To do: Below are records; copy every line among them that contains the word "border".

------------------------------------

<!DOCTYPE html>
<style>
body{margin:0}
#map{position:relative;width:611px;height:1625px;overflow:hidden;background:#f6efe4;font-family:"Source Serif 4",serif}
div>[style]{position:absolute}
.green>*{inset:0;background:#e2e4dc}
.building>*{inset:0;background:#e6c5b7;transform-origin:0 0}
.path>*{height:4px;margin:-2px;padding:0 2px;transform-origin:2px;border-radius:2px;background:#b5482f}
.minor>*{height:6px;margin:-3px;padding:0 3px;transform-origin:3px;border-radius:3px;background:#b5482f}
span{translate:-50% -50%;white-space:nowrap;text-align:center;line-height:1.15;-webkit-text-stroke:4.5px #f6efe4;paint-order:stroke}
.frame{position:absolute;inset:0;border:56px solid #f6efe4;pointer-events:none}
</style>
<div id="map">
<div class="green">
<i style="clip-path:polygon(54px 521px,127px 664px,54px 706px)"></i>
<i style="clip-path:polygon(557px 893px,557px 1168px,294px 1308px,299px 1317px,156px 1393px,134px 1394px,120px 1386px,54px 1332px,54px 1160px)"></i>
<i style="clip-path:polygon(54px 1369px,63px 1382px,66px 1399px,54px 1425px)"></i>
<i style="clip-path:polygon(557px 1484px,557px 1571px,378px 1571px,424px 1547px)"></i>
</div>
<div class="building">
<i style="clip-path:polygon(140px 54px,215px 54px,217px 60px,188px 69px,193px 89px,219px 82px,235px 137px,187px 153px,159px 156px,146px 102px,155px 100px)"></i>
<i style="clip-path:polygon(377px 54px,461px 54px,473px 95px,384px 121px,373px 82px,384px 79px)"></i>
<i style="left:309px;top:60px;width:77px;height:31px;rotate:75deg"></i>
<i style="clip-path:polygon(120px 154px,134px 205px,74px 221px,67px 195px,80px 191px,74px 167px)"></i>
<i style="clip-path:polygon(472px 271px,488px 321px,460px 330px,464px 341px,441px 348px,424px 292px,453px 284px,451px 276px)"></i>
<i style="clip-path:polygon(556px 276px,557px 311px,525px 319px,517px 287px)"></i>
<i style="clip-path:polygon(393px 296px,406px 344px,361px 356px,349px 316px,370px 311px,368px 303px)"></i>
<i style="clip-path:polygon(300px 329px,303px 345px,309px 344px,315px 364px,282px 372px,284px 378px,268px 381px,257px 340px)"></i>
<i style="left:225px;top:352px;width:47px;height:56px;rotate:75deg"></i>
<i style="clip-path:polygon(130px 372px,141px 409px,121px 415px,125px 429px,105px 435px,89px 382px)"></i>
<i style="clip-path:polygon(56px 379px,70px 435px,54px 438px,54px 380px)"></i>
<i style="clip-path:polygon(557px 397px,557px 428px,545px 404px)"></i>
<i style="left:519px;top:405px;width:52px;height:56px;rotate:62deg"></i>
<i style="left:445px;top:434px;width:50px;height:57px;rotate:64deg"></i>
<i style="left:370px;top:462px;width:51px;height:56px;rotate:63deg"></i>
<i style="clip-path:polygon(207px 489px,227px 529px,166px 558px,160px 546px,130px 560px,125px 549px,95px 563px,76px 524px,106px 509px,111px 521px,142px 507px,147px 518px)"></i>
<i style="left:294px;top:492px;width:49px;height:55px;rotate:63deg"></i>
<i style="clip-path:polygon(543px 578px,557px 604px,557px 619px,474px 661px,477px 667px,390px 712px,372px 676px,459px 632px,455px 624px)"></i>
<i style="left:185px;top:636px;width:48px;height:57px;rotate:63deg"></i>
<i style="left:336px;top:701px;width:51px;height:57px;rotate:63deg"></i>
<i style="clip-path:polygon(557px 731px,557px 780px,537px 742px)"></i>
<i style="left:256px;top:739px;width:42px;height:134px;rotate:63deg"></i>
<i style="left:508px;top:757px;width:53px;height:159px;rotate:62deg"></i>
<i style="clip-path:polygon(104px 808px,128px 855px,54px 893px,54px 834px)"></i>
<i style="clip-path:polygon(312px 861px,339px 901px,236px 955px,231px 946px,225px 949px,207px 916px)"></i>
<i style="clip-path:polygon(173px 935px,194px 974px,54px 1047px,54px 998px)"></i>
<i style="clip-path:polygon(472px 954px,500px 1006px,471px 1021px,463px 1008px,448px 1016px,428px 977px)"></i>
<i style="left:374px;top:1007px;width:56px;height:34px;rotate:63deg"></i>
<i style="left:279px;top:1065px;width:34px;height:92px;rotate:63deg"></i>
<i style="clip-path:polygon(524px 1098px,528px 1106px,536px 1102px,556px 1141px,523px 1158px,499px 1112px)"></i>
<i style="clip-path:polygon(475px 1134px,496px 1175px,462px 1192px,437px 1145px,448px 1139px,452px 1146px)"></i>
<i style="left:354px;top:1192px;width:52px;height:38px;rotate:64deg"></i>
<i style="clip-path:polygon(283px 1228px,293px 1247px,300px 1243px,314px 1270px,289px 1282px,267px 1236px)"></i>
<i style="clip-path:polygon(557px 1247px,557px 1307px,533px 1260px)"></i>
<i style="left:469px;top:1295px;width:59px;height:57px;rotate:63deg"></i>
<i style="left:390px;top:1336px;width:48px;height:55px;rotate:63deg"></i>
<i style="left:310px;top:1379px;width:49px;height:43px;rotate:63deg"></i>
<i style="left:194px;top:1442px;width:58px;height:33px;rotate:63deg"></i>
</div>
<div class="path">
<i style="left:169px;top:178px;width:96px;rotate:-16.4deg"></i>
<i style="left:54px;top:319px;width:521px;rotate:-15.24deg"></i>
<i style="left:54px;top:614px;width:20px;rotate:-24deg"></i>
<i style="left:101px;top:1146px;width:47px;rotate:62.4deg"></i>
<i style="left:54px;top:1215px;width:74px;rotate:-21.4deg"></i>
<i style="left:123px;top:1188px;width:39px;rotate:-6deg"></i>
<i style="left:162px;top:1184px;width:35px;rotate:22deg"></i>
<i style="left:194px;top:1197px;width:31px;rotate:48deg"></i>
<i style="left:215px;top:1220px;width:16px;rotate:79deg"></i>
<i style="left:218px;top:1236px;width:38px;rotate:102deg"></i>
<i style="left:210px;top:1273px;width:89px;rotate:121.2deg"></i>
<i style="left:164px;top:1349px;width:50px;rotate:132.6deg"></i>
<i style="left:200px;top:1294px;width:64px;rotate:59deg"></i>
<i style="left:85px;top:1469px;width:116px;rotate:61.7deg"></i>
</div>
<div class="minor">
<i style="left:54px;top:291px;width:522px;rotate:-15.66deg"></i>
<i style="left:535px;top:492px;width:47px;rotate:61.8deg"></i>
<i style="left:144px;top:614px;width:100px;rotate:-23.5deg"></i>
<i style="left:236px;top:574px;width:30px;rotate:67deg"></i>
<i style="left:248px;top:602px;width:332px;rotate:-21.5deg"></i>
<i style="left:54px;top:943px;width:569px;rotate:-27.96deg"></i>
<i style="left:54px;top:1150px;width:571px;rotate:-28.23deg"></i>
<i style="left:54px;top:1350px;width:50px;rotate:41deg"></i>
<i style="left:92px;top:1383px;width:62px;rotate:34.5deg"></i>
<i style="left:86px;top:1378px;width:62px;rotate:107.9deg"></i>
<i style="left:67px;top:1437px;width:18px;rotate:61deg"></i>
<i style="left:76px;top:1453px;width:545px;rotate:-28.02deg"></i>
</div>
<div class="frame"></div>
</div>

------------------------------------

Response area:
.path>*{height:4px;margin:-2px;padding:0 2px;transform-origin:2px;border-radius:2px;background:#b5482f}
.minor>*{height:6px;margin:-3px;padding:0 3px;transform-origin:3px;border-radius:3px;background:#b5482f}
.frame{position:absolute;inset:0;border:56px solid #f6efe4;pointer-events:none}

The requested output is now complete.